I’m a cheap vegan. Our food budget is very limited and doesn’t allow for extravagances and neither does our non food budget. Need a haircut? Maybe next month. A new pair of jeans? It can wait! With that said, I can finally confess that I’ve never tried any store bought vegan cheese. And that I don’t think I’ve ever bought any pate for our sandwiches. We try to buy organic produce when it’s possible but I just can’t justify paying buttloads for something I can make myself. I make un-cheese at home on a regular basis, we think it’s tasty and it’s relatively cheap. My sister who’s been a vegan for years was visiting recently and I made some un-cheese for her too. She disliked it intensely because it tasted nothing like normal vegan cheese. I wouldn’t know and gladly gobble it down every day we have it.

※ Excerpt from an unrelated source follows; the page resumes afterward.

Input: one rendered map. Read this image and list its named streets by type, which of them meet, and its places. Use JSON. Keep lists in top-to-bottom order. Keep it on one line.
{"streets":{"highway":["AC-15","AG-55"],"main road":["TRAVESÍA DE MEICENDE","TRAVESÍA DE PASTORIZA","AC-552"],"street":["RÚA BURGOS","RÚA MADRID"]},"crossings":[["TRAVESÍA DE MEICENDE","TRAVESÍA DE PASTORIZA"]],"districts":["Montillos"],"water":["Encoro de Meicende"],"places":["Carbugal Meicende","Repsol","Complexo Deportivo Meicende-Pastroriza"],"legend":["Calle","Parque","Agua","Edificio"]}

Living cheap can actually be very fulfilling, it might sound weird but every month we make it seems like such an accomplishment. While we try to eat good food we often fall back to a cheap favourite, soup. You can put pretty much anything into hot broth and it’s delicious. I know us vegans are supposed to have rice and beans all the time, but I just don’t like that, ok? I like hot soups with some bread on the side! Or a big stew packed with vegetables.

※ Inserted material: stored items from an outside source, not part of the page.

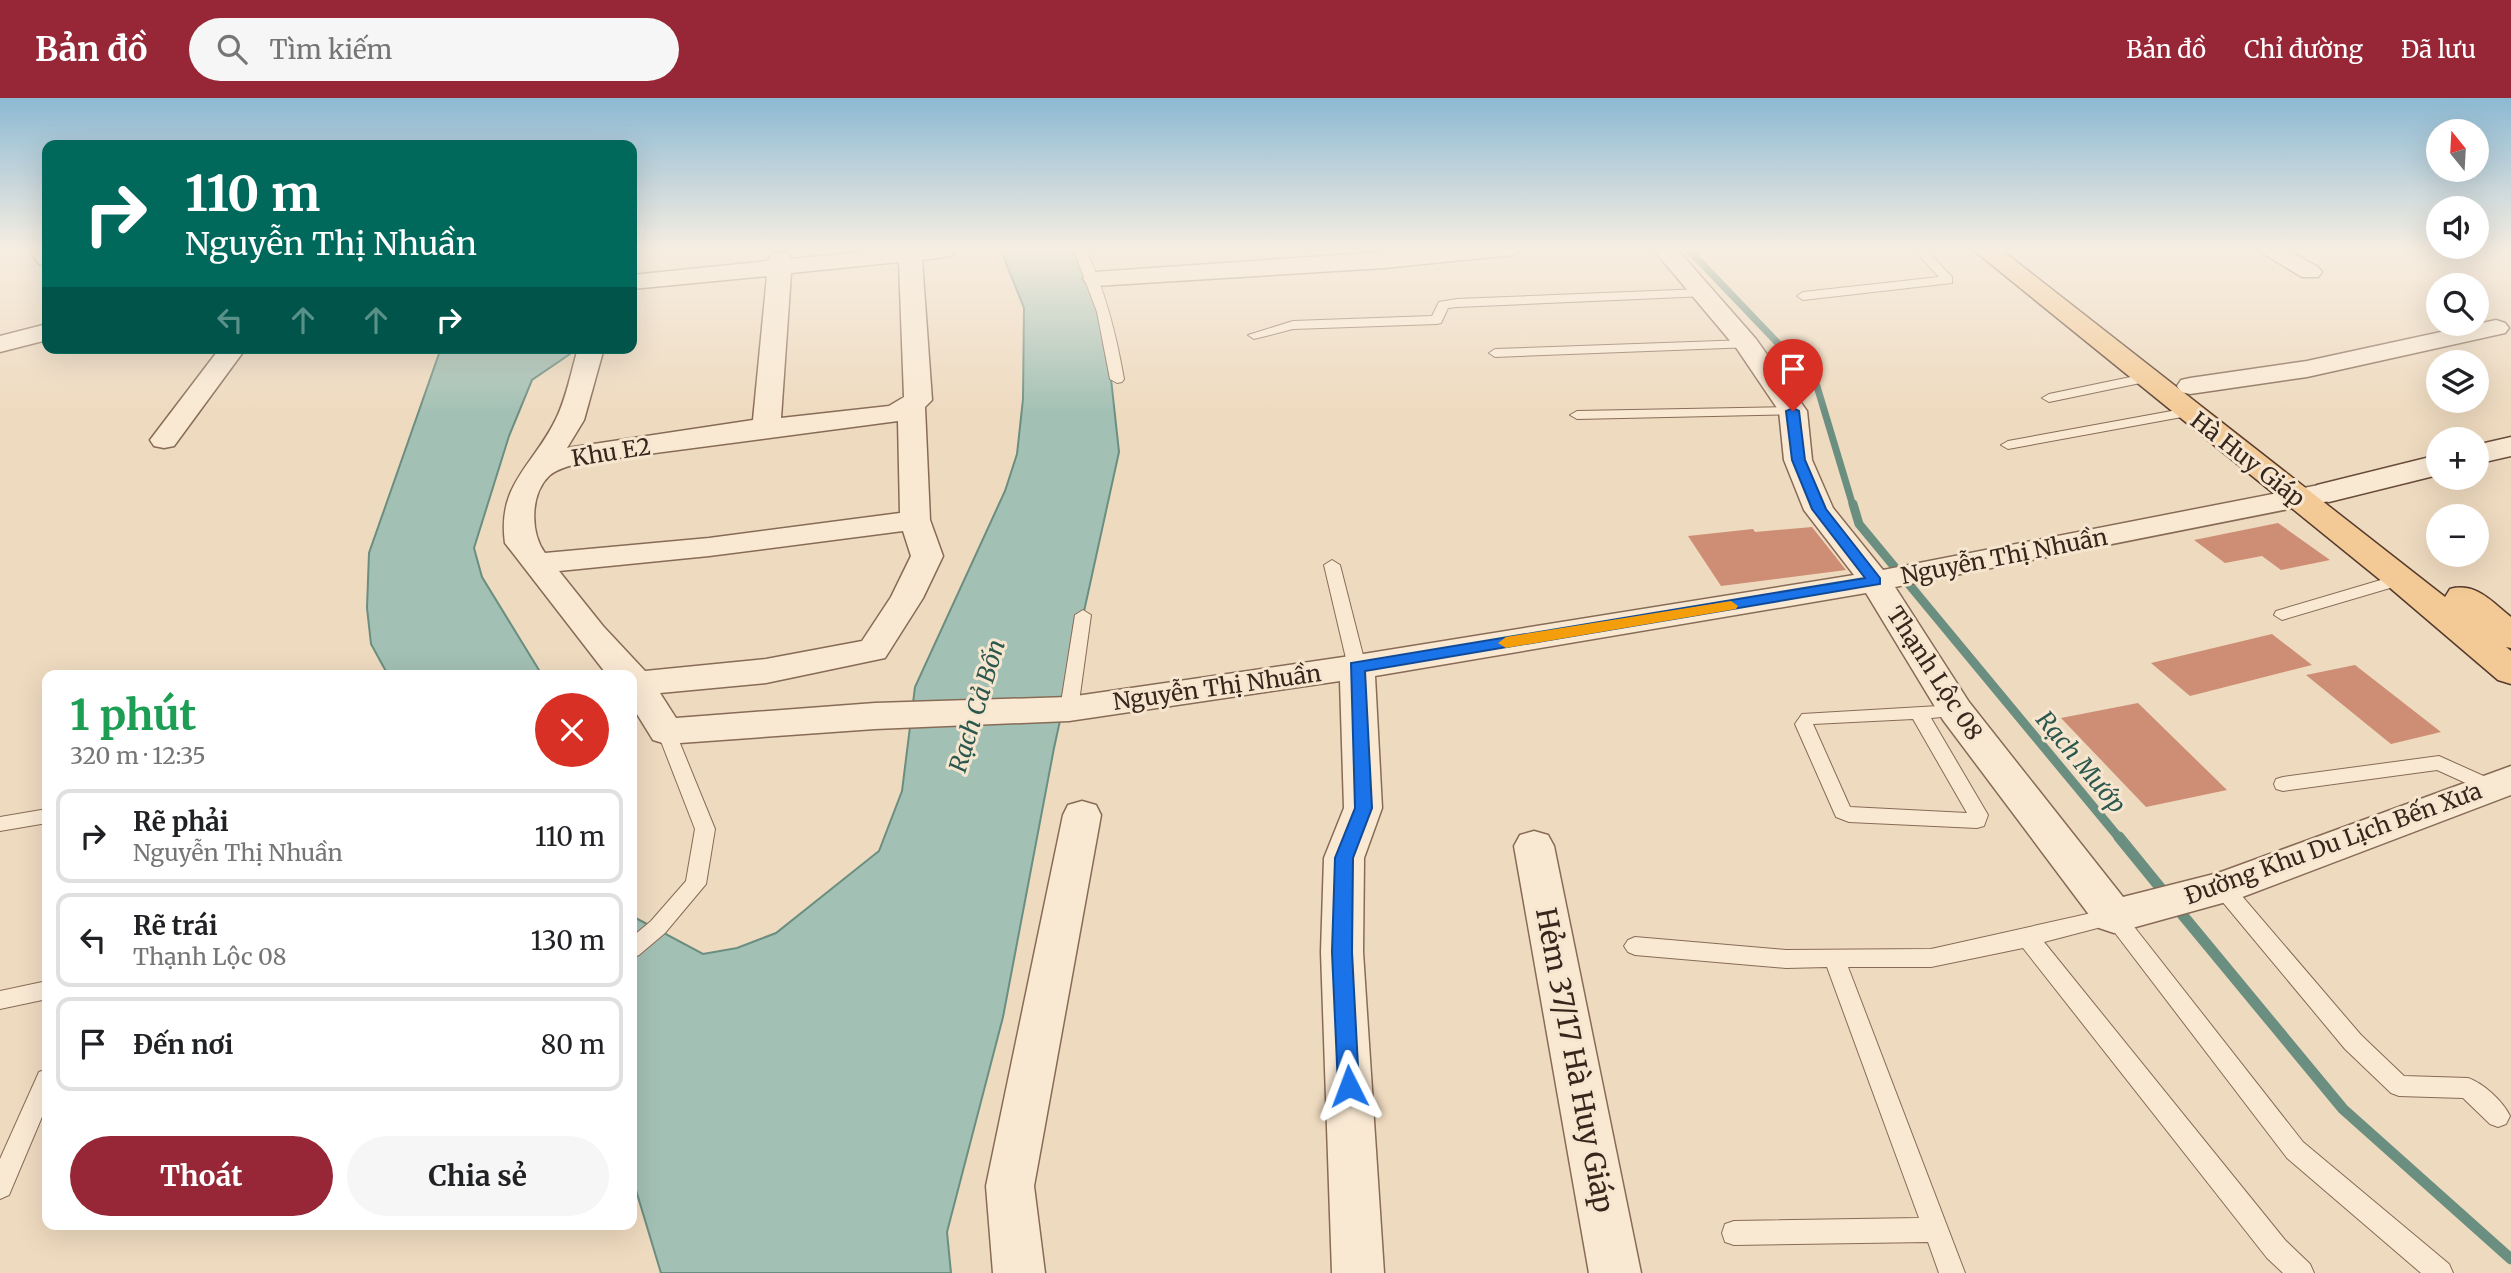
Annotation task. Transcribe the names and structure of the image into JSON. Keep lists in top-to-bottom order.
{
  "streets": {
    "main road": ["Hà Huy Giáp"],
    "street": [
      "Khu E2",
      "Nguyễn Thị Nhuần",
      "Thạnh Lộc 08",
      "Đường Khu Du Lịch Bến Xưa",
      "Hẻm 37/17 Hà Huy Giáp"
    ]
  },
  "crossings": [
    ["Khu E2", "Nguyễn Thị Nhuần"],
    ["Hà Huy Giáp", "Nguyễn Thị Nhuần"],
    ["Nguyễn Thị Nhuần", "Thạnh Lộc 08"],
    ["Thạnh Lộc 08", "Đường Khu Du Lịch Bến Xưa"]
  ],
  "water": ["Rạch Cả Bốn", "Rạch Mướp"],
  "north": "top",
  "page": {
    "header": "Bản đồ",
    "search": "Tìm kiếm",
    "nav": ["Bản đồ", "Chỉ đường", "Đã lưu"],
    "map_buttons": ["+", "−"],
    "turn": ["110 m", "Nguyễn Thị Nhuần"],
    "heading": ["1 phút", "320 m · 12:35"],
    "list": [
      {
        "name": "Rẽ phải",
        "note": "Nguyễn Thị Nhuần",
        "value": "110 m"
      },
      {
        "name": "Rẽ trái",
        "note": "Thạnh Lộc 08",
        "value": "130 m"
      },
      {
        "name": "Đến nơi",
        "value": "80 m"
      }
    ],
    "buttons": ["Thoát", "Chia sẻ"]
  }
}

They key to living cheap is to not let things go to waste. Even if you bought those potatoes for such a low price it’s almost silly your still wasting every bit of that when you have to throw them. Throwing money away is always a waste whether it’s just pocket change or big notes. We often freeze left over food for me to take to work. And if my soymilk is going to go off soon and we have plenty left, what’s better than baking some scones to have for breakfast? You’re not wasting the milk AND it’s a luxury.
I also try to bake our bread as often as I can, we pay four times the price for a loaf in the store. I don’t have time all that often but every time I bake a loaf instaed of buying a loaf I’m saving some money.
Do you have any good tips for living cheap? I need every piece of advice I can get (maybe one day I’ll have saved up enough to buy that vegan cheese people are talking about!).
And, I have a spamiversary! 1000 spam commens bisches, keep em coming!
“Akismet has protected your site from 1,000 spam comments.”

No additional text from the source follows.